Dear Ambassador Powell,
 
It is with great regret and disappointment I submit my resignation from my 
appointment as a Political Officer in the Foreign Service and my post as the 
Senior Civilian Representative for the US Government in Zabul Province. I have 
served six of the previous ten years in service to our country overseas, to 
include deployment as a US Marine office and Department of Defense civilian in 
the Euphrates and Tigris River Valleys of Iraq in 2004-2005 and 2006-2007. I 
did not enter into this position lightly or with any undue expectations nor did 
I believe my assignment would be without sacrifice, hardship or difficulty. 

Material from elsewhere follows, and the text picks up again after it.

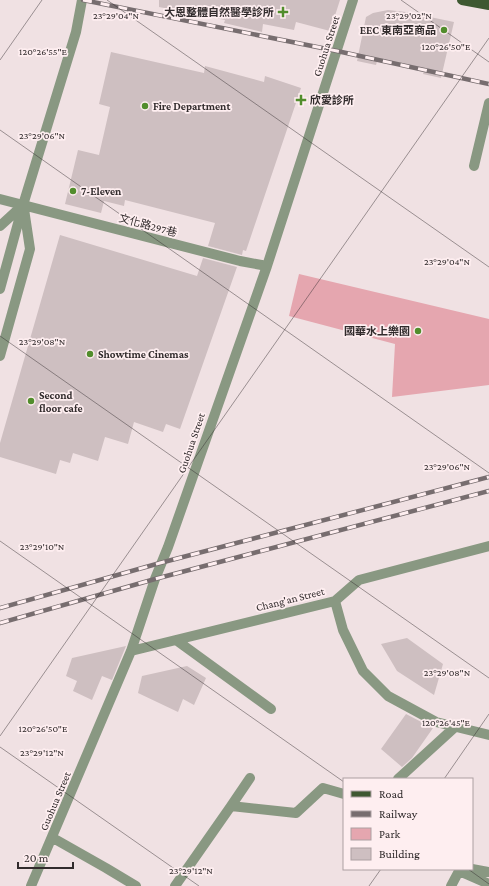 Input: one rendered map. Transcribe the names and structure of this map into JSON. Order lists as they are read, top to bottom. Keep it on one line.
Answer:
{"streets":{"street":["Guohua Street","文化路297巷","Chang'an Street"]},"crossings":[["Guohua Street","文化路297巷"],["Guohua Street","Chang'an Street"]],"places":{"health":["大恩整體自然醫學診所","欣愛診所"],"other":["EEC 東南亞商品","Fire Department","7-Eleven","國華水上樂園","Showtime Cinemas","Second floor cafe"]},"legend":["Road","Railway","Park","Building"],"scale_bar":"20 m","coordinates":["23°29'04\"N","23°29'02\"N","120°26'50\"E","120°26'55\"E","23°29'06\"N","23°29'08\"N","23°29'10\"N","120°26'45\"E","23°29'12\"N"]} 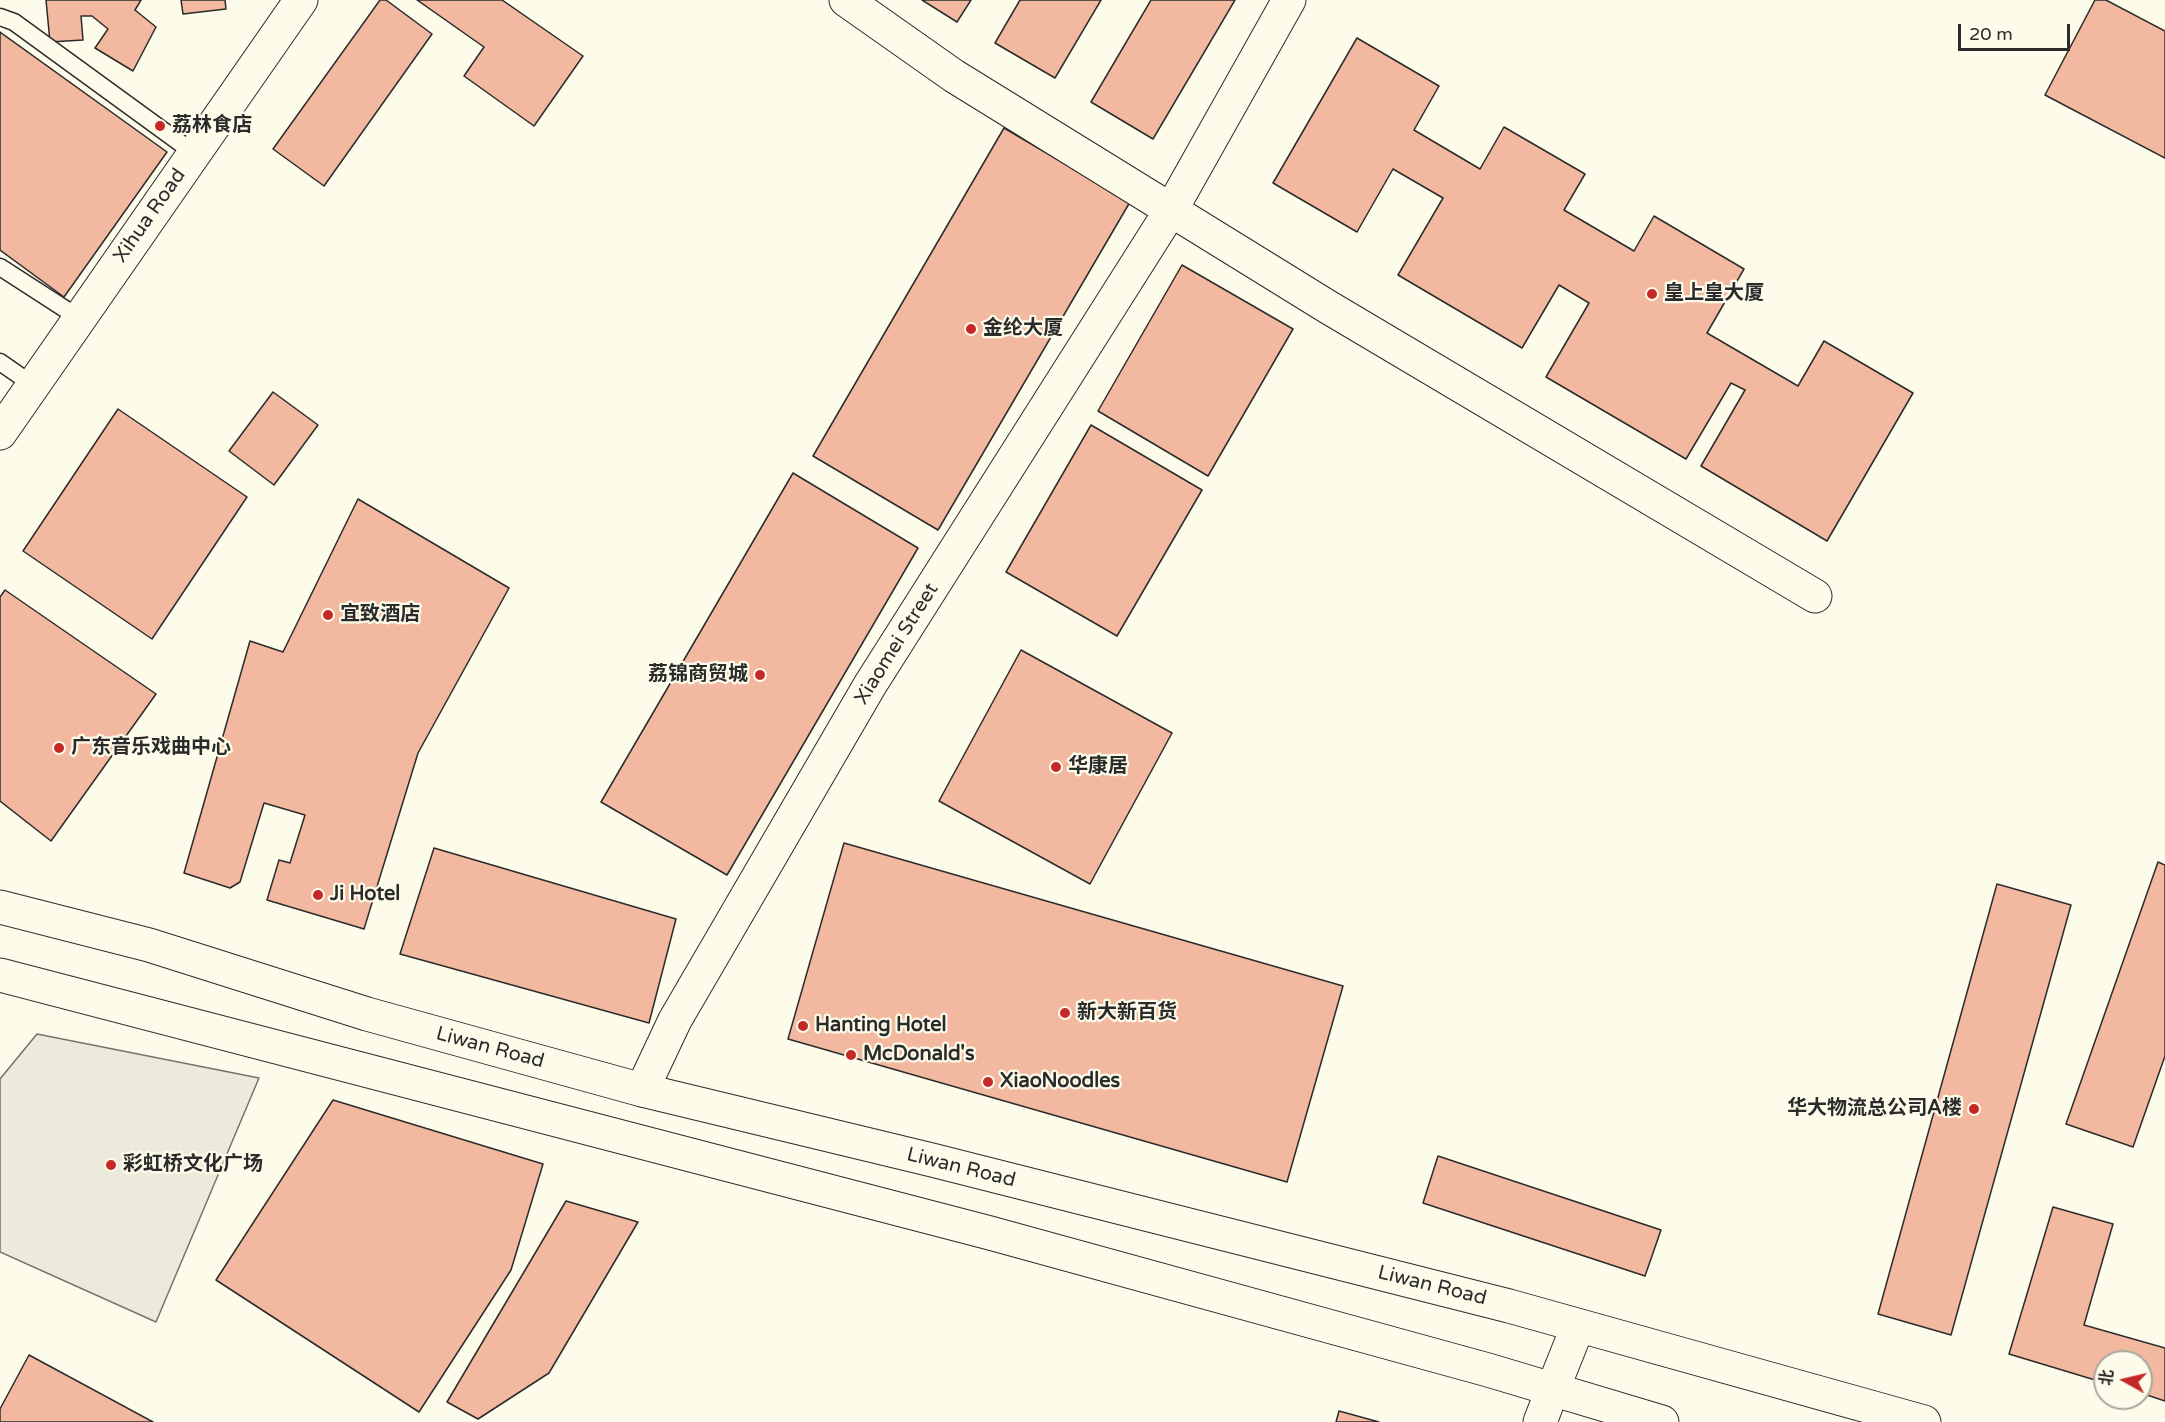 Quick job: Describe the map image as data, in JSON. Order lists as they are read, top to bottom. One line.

However, in the course of my five months of service in Afghanistan, in both 
Regional Commands East and South, I have lost understanding of and confidence 
in the strategic purposes of the United States’ presence in Afghanistan. I have 
doubts and reservations about our current strategy and planned future strategy, 
but my resignation is based not
 upon how we are pursuing this war, but why and to what end. To put simply: I 
fail to see the value or the worth in continued US casualties or expenditures 
of resources in support of the Afghan government in what is, truly, a 35-year 
old civil war.
This fall will mark the eighth year of US combat, governance and development 
operations within Afghanistan. Next fall, the United States’ occupation will 
equal in length the Soviet Union’s own physical involvement in Afghanistan. 
Like the Soviets, we continue to secure and bolster a failing state, while 
encouraging an ideology and system of government unknown and unwanted by its 
people.
If the history of Afghanistan is one great stage play, the United States is no 
more than a supporting actor, among several previously, in a tragedy that not 
only pits tribes, valleys, clans, villages and families against one another, 
but, from at least the end of King Zahir Shah’s reign, has violently and 
savagely pitted the urban, secular, educated and modern of Afghanistan against 
the rural, religious, illiterate and traditional. It is this latter group that 
composes and supports the Pashtun insurgency. The Pashtun insurgency, which is 
composed of multiple, seemingly infinite, local groups, is fed by what is 
perceived by the Pashtun people as a continued and sustained assault, going 
back centuries, on Pashtun land, culture, traditions and religion by internal 
and external enemies. The US and NATO presence and operations in Pashtun 
valleys and villages, as well as Afghan army and police units that are led and 
composed of non- Pashtun soldiers and
 police, provide an occupation force against which the insurgency is justified. 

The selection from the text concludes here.